Responding to the sticker shock of the Congressional Budget Office’s projected record $1.2 trillion budget deficit, President-elect Barack Obama said:
We will — we are working currently on our budget plans. We are beginning consultations with members of Congress around how we expect to approach the deficit. We expect that discussion around entitlements will be a part, a central part, of those plans. And I would expect that by February, in line with the announcement of at least a rough budget outline, that we will have more to say about how we’re going to approach entitlement spending, how we’re going to approach eliminating waste in government, one of Nancy’s tasks.
So we will have some very specific outlines in terms of how it’s going to be done.
The Heritage Foundation can’t wait to see these ‘very specific outlines’. We sincerely hope Obama is being honest when he says, “I’m not out to increase the size of the government long- term.” A key test will be seeing if he keeps his promise to the American people to enact a net cut on government spending. Addressing the long term financial threat that Social Security, Medicare and Medicaid pose must be part of fulfilling this promise.
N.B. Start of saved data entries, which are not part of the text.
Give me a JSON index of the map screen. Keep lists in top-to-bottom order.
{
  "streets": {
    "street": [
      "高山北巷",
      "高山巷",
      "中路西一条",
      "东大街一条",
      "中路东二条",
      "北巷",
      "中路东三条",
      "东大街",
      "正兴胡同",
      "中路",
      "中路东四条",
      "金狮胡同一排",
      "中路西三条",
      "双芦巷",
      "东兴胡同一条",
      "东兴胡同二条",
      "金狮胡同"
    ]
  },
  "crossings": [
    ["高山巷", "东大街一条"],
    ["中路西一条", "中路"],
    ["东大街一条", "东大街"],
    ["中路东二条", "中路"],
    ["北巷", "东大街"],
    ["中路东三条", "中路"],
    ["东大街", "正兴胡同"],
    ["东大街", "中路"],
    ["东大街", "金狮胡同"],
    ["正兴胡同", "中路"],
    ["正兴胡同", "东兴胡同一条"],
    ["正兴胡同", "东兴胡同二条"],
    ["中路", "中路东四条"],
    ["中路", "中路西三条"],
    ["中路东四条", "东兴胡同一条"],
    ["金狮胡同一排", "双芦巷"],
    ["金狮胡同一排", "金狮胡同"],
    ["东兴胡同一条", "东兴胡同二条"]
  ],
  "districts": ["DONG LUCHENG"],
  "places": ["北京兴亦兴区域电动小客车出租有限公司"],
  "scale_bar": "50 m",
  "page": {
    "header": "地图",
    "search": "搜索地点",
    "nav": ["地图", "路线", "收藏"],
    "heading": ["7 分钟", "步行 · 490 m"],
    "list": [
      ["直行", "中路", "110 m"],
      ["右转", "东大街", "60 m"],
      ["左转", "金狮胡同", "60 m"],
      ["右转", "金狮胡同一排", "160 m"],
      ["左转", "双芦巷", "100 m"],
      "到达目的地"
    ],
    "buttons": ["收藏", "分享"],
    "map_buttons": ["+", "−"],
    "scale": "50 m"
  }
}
This spring, 16 federal budget experts from seven think tanks (including American Enterprise Institute, Brookings Institution, Concord Coalition, The Heritage Foundation, New America Foundation, Progressive Policy Institute and Urban Institute) issued a paper concluding that automatic, escalating benefits from Social Security, Medicare and Medicaid will cause “unsustainable deficits in the federal budget” that “threaten the health and vigor of the American economy.” Their report concludes: “Our group has come together, from diverse points on the political spectrum, to sound an alarm: if America is to remain strong, such evasions must end.”
Moving to “specific” steps, the authors propose:
- Congress should enact a real long-term budget for Medicare, Medicaid and Social Security that would limit their growth, take them off auto-pilot, and curb their current ability in the budget process to pre-empt funds from other types of programs, such as defense.
- Congress and the President should enact long-term budgets for Social Security, Medicare, and Medicaid and be required to review them every five years. The rules for the five-year review must include a trigger or action-forcing device that automatically make changes when projected spending exceeds budgeted amounts.
- The long-run costs of these three programs should be made visible in the budget at all times and considered when decisions are made.
These are just some necessary first steps to bringing entitlement spending under control. If we really want to address our long term financial problems, we will also have to rethink social insurance entirely.